I quite disagree with this. Having a feel for and paying attention to what is normal is important to troubleshooting and problem solving.

I've also noticed the jump in background processes, but hadn't connected it to the Creator's update until this thread. Good to know, so I don't waste time trying to track down and reduce processes if 100+ is now the new normal.
 
I've noticed that even though they hide IE and push EDGE, the ETW Collector Service is still running, along with many other "services" that can be safely disabled.
 
It's rather simple, the newest version of W10 counts processes differently than all previous versions. For example, the old catch-all SVCHOST.EXE used to "hide" many sub-processes. Now it displays every one of those background things as a separate line entry. A lot of those entries are network or basic services. Things like DHCP client and DNS client used to be lumped together.

We are going to just need to re-establish our thoughts on what a proper baseline count will be. For example as I write this, the only app I am running is Chrome with 11 tabs and 5 add-ins running. Task Manager shows 144 processes. That is about double what the same load in Win7 would have reported. But the 6-core machine is barely loafing running this load.
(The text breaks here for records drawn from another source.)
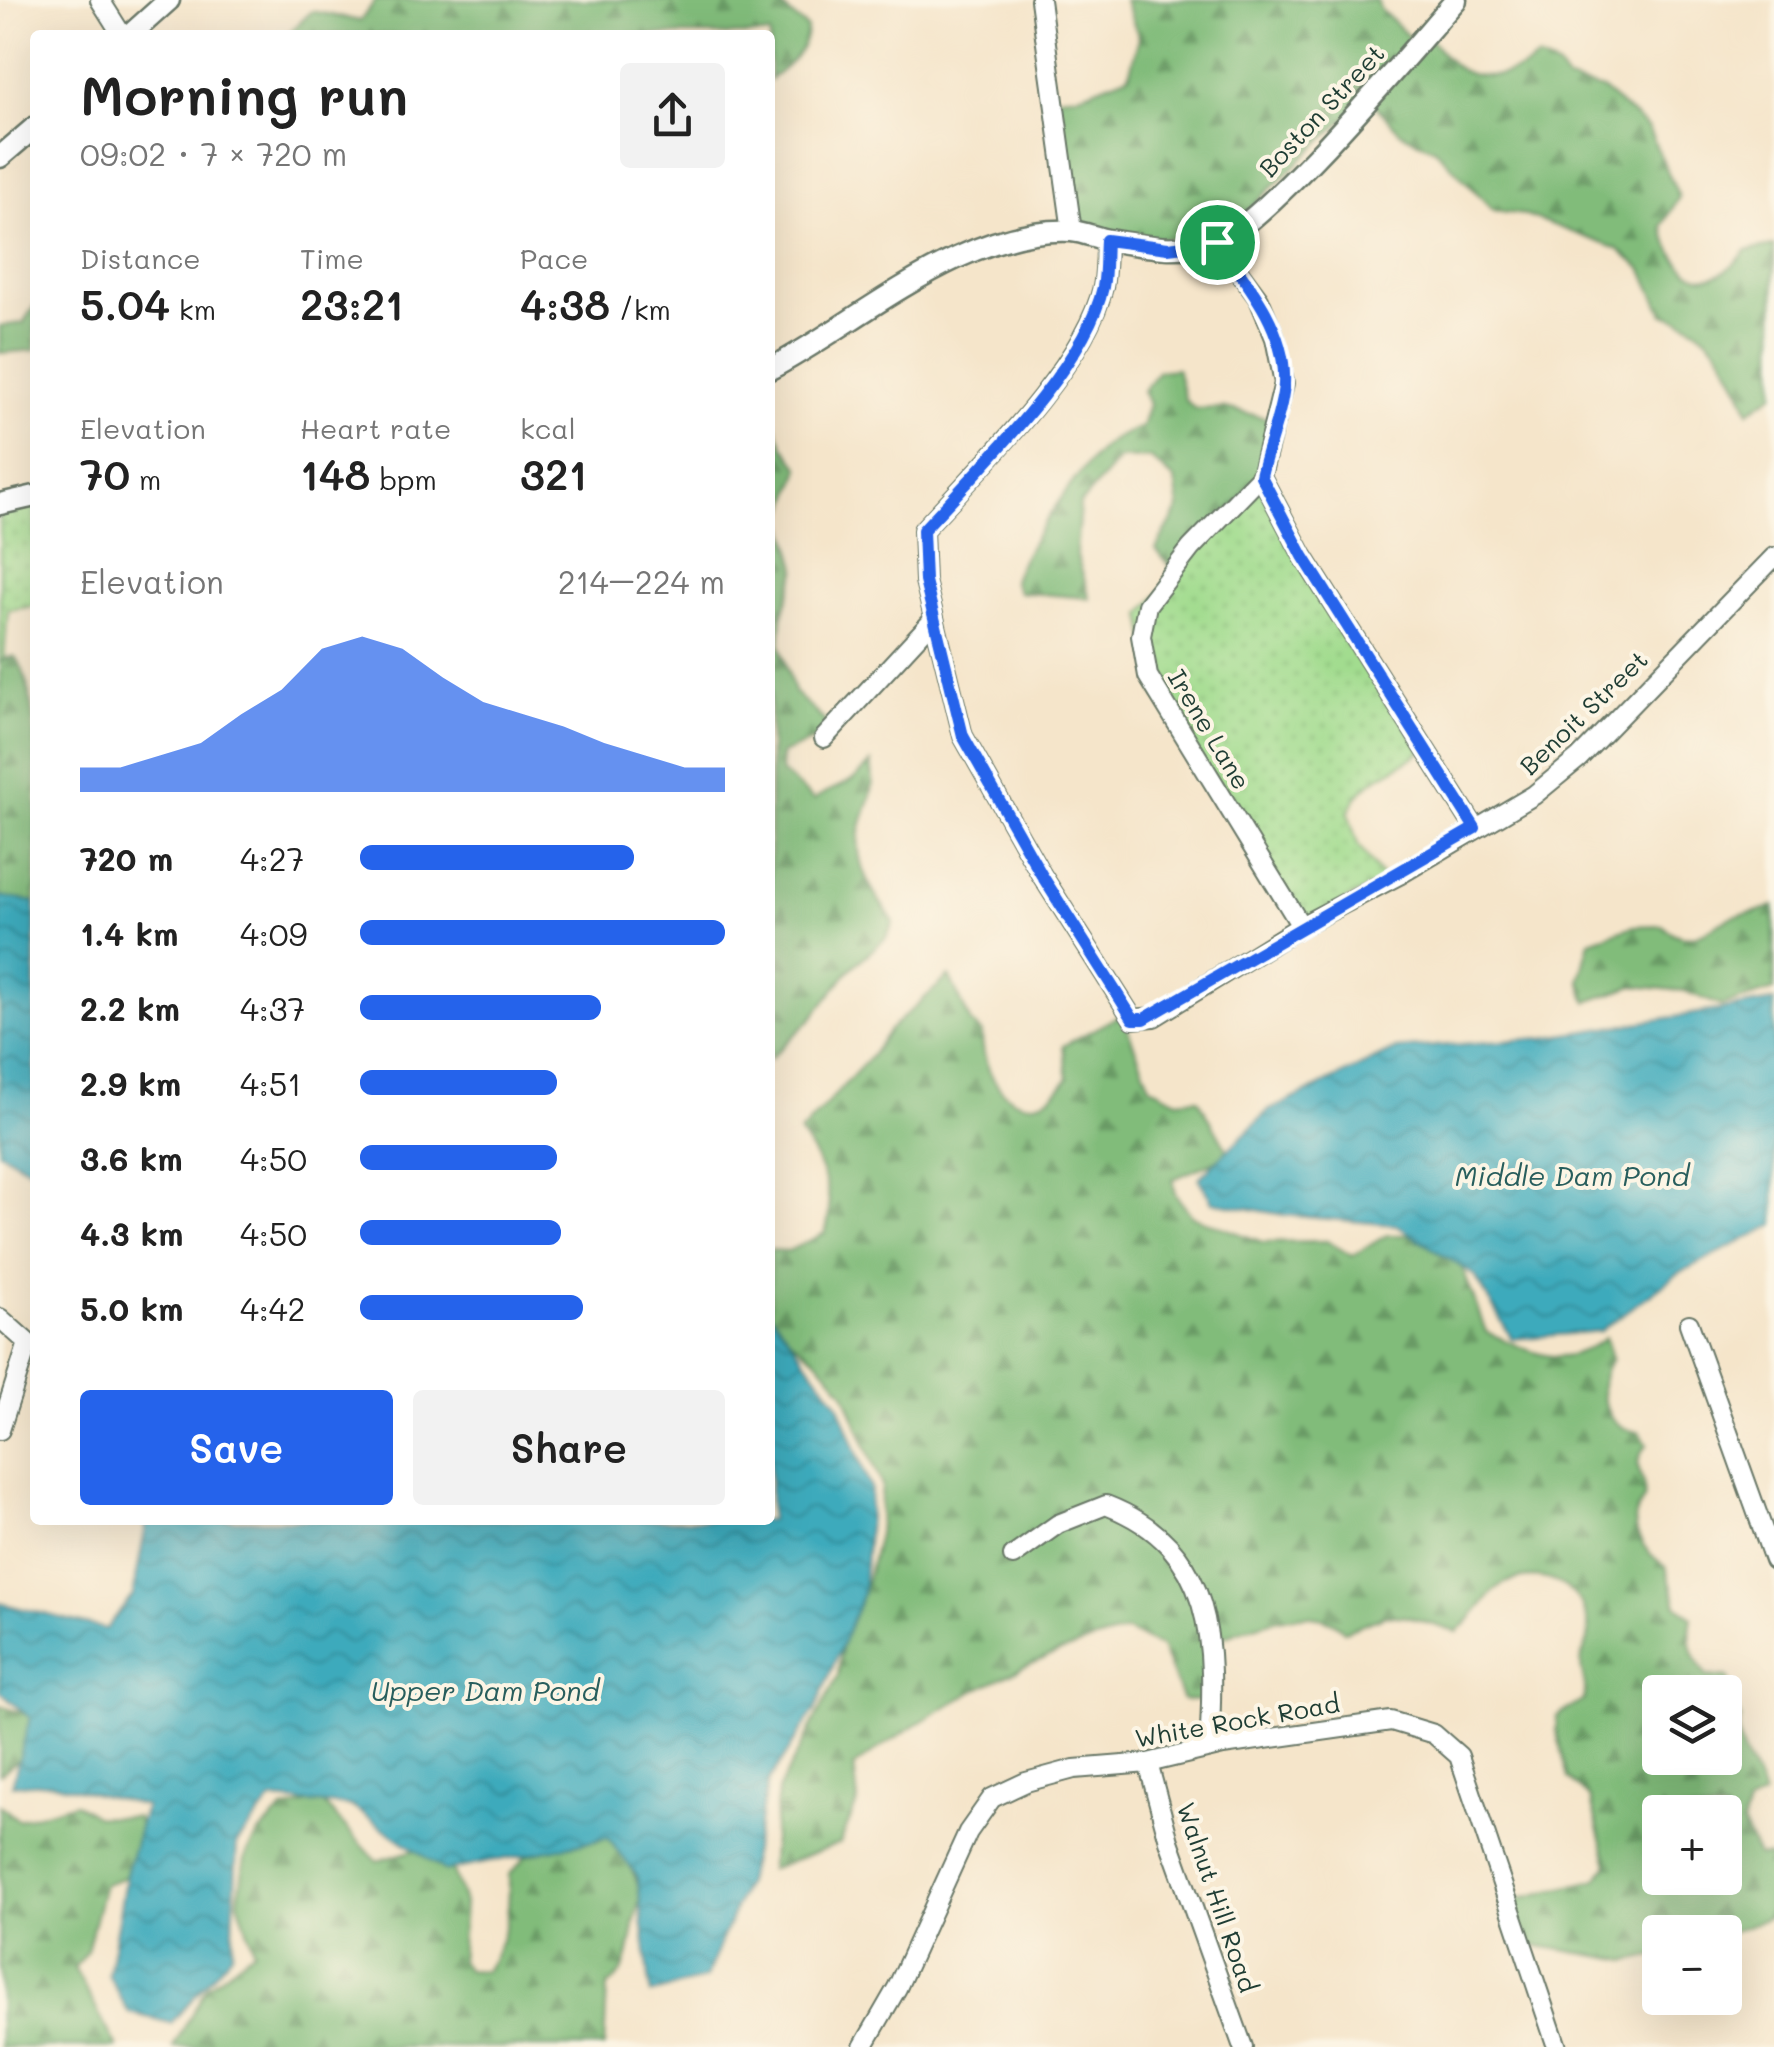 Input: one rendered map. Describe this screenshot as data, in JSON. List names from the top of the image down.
{
  "streets": {
    "street": [
      "Boston Street",
      "Benoit Street",
      "Irene Lane",
      "White Rock Road",
      "Walnut Hill Road"
    ]
  },
  "crossings": [
    ["Benoit Street", "Irene Lane"],
    ["White Rock Road", "Walnut Hill Road"]
  ],
  "water": ["Middle Dam Pond", "Upper Dam Pond"],
  "page": {
    "heading": ["Morning run", "09:02 · 7 × 720 m"],
    "stats": [
      ["Distance", "5.04 km"],
      ["Time", "23:21"],
      ["Pace", "4:38 /km"],
      ["Elevation", "70 m"],
      ["Heart rate", "148 bpm"],
      ["kcal", "321"]
    ],
    "chart": ["Elevation", "214–224 m"],
    "list": [
      {
        "name": "720 m",
        "note": "4:27"
      },
      {
        "name": "1.4 km",
        "note": "4:09"
      },
      {
        "name": "2.2 km",
        "note": "4:37"
      },
      {
        "name": "2.9 km",
        "note": "4:51"
      },
      {
        "name": "3.6 km",
        "note": "4:50"
      },
      {
        "name": "4.3 km",
        "note": "4:50"
      },
      {
        "name": "5.0 km",
        "note": "4:42"
      }
    ],
    "buttons": ["Save", "Share"],
    "map_buttons": ["+", "−"]
  }
}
Because it ran the exact same load a few months ago but Windows reported it differently!

Here is an Answer thread that explains it much better than I can...

https://answers.microsoft.com/en-us...ely-high/81be2c95-c16b-4632-905d-db47ea31017e
 
Here is an Answer thread that explains it much better than I can...
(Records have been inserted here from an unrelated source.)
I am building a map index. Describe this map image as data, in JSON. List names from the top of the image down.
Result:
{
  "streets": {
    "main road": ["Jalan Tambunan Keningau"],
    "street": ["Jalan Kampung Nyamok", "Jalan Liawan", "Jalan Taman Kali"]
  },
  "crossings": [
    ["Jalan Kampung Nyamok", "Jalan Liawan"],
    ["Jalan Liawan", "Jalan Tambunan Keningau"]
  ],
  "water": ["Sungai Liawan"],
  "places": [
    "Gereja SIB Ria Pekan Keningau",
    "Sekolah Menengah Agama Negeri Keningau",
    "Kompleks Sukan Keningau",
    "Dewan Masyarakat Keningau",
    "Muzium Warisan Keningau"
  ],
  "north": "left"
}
https://answers.microsoft.com/en-us...ely-high/81be2c95-c16b-4632-905d-db47ea31017e

Thanks for the link, it does a good job of explaining the reason for the process count increase. So it seems we'll need to keep two "normal" process counts in mind: one for Creator and another for everybody else.
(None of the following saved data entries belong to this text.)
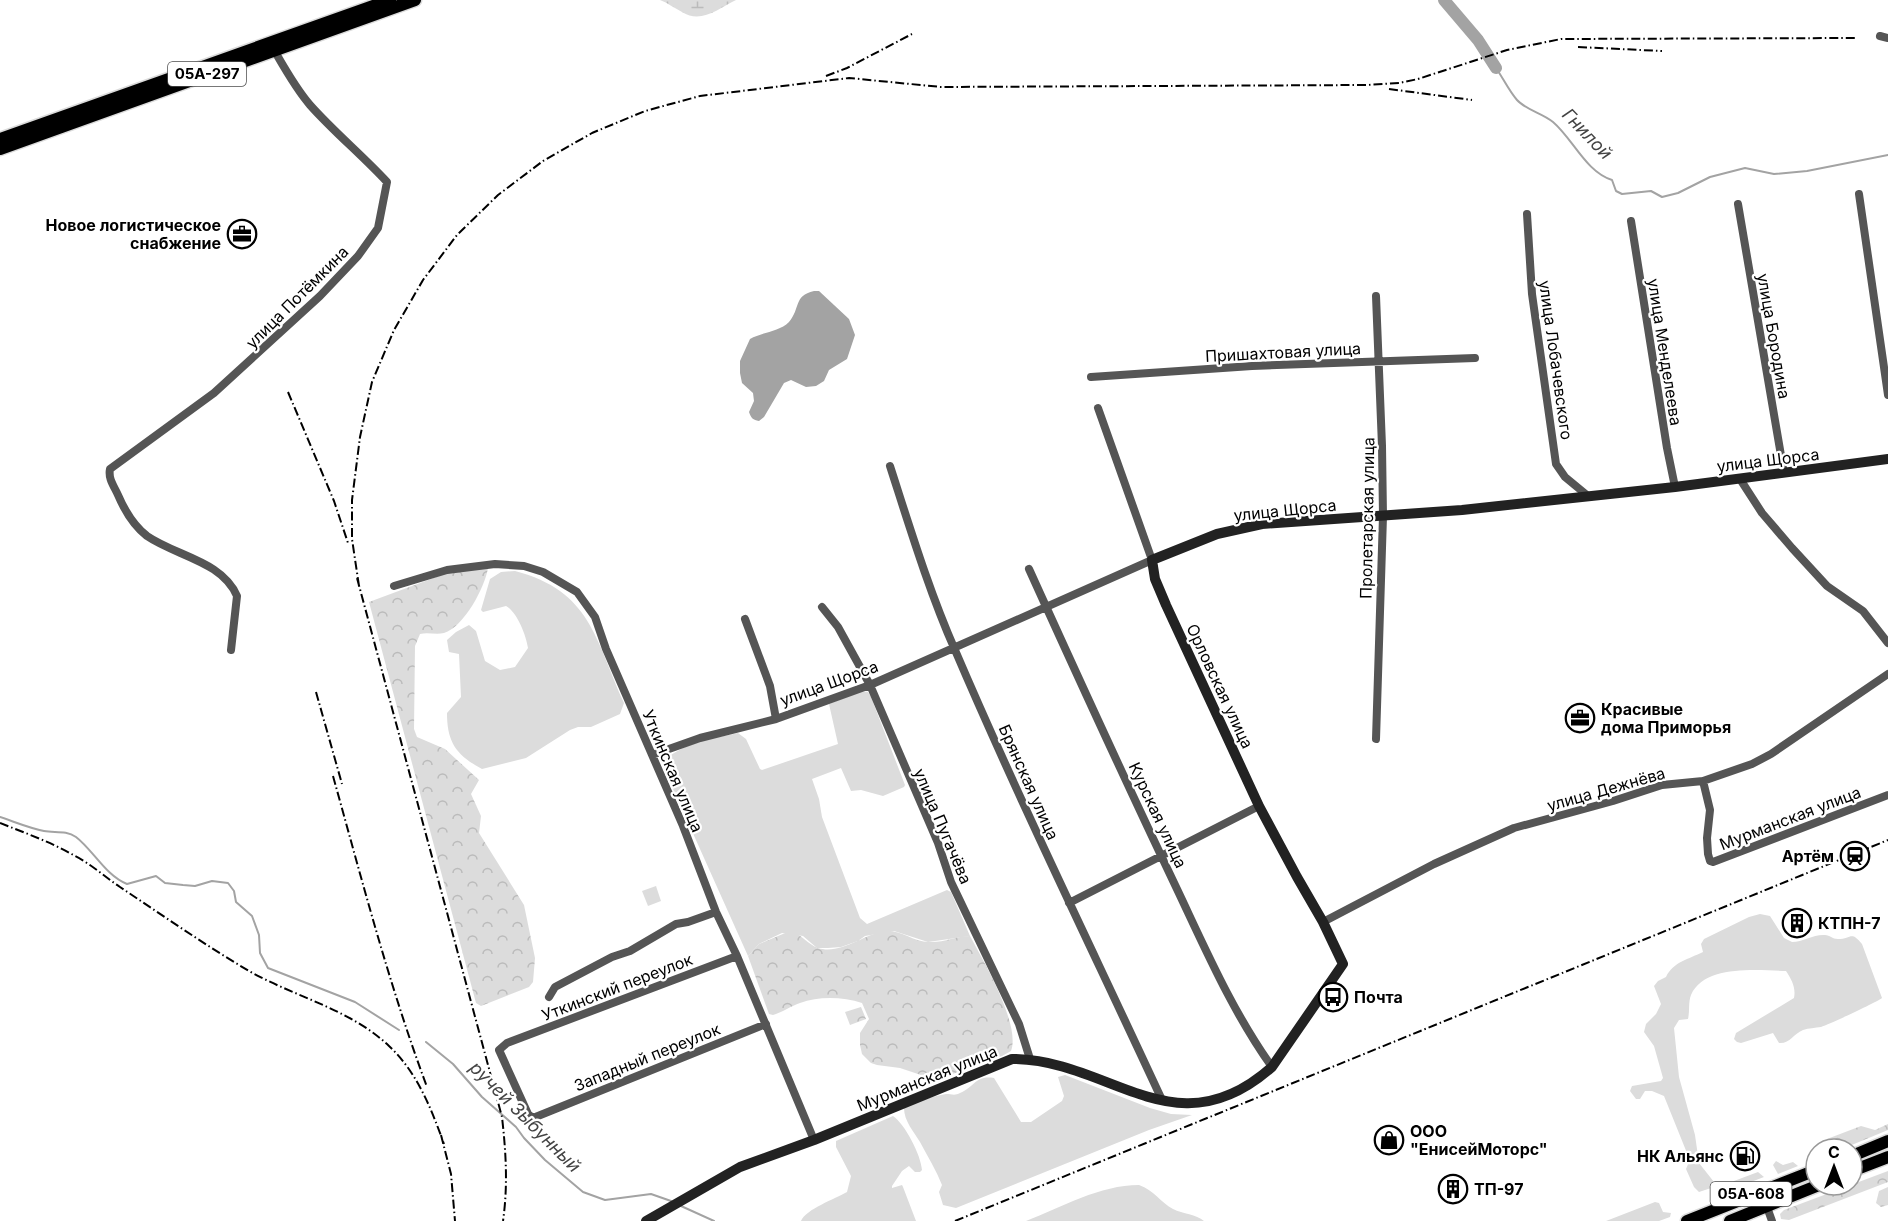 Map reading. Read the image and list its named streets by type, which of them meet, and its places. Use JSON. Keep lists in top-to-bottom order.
{
  "streets": {
    "main road": [
      "05А-297",
      "улица Щорса",
      "Орловская улица",
      "Мурманская улица",
      "05А-608"
    ],
    "street": [
      "улица Потёмкина",
      "улица Бородина",
      "Пришахтовая улица",
      "улица Менделеева",
      "улица Лобачевского",
      "Пролетарская улица",
      "Уткинская улица",
      "Брянская улица",
      "улица Дежнёва",
      "Курская улица",
      "улица Пугачёва",
      "Уткинский переулок",
      "Западный переулок"
    ]
  },
  "crossings": [
    ["05А-297", "улица Потёмкина"],
    ["улица Бородина", "улица Щорса"],
    ["Пришахтовая улица", "Пролетарская улица"],
    ["улица Менделеева", "улица Щорса"],
    ["улица Лобачевского", "улица Щорса"],
    ["улица Щорса", "Пролетарская улица"],
    ["улица Щорса", "Орловская улица"],
    ["улица Щорса", "Уткинская улица"],
    ["улица Щорса", "Брянская улица"],
    ["улица Щорса", "Курская улица"],
    ["улица Щорса", "улица Пугачёва"],
    ["Орловская улица", "улица Дежнёва"],
    ["Орловская улица", "Мурманская улица"],
    ["Уткинская улица", "Мурманская улица"],
    ["Уткинская улица", "Уткинский переулок"],
    ["Уткинская улица", "Западный переулок"],
    ["Брянская улица", "Мурманская улица"],
    ["улица Дежнёва", "Мурманская улица"],
    ["Курская улица", "Мурманская улица"],
    ["Мурманская улица", "улица Пугачёва"],
    ["Уткинский переулок", "Западный переулок"]
  ],
  "water": ["Гнилой", "ручей Зыбунный"],
  "places": {
    "office": ["Новое логистическое снабжение", "Красивые дома Приморья"],
    "station": ["Артём"],
    "building": ["КТПН-7", "ТП-97"],
    "bus stop": ["Почта"],
    "shop": ["ООО \"ЕнисейМоторс\""],
    "fuel station": ["НК Альянс"]
  },
  "north": "top"
}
p.s. the process counts I reported in my OP was taken from the "Performance" tab in Task Manager. Simpler to read a number than to go to the "processes" tab and count them.
 
My advice would be that your rule-of-thumb about the number of active processes is just not really useful any more :)

I agree with this. (AVG/McAfee anti-virus alone spreads out 12-15 processes.) Unless I really spend the time to investigate what's installed on a clients computer in detail I really don't care how many processes. Sort by size, disk activity and CPU activity and if nothing stands out I don't even worry about the count.